In State v. Carey, 168 N.J. 413, 429 (2001), a divided Court determined that in multiple-victim vehicular-homicide matters, sentencing judges should "ordinarily" impose "at least two consecutive terms." The Court, however, also emphasized that it had not "adopt[ed] a per se rule" and the decision to impose
consecutive terms remained in the discretion of sentencing judges.

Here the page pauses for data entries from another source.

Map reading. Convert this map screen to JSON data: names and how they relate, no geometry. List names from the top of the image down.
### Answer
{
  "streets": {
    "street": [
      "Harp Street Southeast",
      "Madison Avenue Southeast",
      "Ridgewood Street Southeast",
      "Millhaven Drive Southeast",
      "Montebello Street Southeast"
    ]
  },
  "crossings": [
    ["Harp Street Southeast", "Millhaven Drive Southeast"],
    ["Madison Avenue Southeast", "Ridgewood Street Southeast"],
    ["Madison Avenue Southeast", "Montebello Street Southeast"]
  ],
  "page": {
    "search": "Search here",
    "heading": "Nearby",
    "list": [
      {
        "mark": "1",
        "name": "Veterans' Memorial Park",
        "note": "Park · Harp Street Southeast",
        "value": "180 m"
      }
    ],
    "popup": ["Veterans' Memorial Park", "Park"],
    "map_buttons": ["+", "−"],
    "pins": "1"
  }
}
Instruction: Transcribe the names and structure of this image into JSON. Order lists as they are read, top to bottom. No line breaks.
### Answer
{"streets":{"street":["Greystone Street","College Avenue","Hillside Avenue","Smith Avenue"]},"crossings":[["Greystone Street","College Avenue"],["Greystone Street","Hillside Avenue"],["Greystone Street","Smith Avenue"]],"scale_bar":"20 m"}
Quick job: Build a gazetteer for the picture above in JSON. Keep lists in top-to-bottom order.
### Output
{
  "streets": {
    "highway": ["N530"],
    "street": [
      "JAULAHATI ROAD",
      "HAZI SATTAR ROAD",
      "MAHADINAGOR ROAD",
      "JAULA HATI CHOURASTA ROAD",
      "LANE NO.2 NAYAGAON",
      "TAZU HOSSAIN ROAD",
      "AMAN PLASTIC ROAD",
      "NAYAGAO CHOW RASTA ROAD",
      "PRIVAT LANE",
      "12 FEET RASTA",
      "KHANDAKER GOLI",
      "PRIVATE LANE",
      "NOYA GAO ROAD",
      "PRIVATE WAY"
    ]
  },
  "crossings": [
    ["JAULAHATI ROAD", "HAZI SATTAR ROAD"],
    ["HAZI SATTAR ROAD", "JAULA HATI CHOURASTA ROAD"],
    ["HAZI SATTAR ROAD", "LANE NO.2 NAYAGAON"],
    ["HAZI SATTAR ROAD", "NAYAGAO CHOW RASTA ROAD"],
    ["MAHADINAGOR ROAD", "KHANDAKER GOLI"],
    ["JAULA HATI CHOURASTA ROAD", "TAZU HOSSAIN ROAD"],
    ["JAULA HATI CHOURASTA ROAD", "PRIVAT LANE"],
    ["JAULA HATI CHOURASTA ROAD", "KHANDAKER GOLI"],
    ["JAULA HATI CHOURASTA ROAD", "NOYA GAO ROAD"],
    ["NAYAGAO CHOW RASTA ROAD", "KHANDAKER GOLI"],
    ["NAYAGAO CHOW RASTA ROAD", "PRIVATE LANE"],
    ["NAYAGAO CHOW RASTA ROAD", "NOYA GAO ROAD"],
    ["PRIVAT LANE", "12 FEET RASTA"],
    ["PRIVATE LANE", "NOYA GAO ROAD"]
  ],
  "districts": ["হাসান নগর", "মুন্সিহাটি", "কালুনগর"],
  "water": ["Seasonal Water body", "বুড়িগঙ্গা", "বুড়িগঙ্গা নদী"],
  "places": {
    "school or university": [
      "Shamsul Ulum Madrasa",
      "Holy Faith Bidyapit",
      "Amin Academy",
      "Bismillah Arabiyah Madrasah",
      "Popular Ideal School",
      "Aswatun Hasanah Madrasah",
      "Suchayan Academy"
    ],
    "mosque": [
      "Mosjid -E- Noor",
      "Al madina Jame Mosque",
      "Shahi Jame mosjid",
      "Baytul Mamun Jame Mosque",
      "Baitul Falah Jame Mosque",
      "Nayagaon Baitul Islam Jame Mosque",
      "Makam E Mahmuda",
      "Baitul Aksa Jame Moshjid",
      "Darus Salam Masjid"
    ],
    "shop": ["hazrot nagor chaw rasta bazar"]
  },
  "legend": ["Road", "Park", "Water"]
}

Id. at 419. In considering Carey's influence here, the court
remanded for resentencing because, among other things, the
sentencing judge appeared to have viewed Carey as imposing a
presumption in favor of consecutive terms and because the judge
did not fairly consider the real-time consequence of the aggregate
thirty-two year sentence, all subject to an eighty-five percent
period of parole ineligibility, imposed on an offender who was
fifty-eight at the time of the incident and sixty-two at the time
of sentencing.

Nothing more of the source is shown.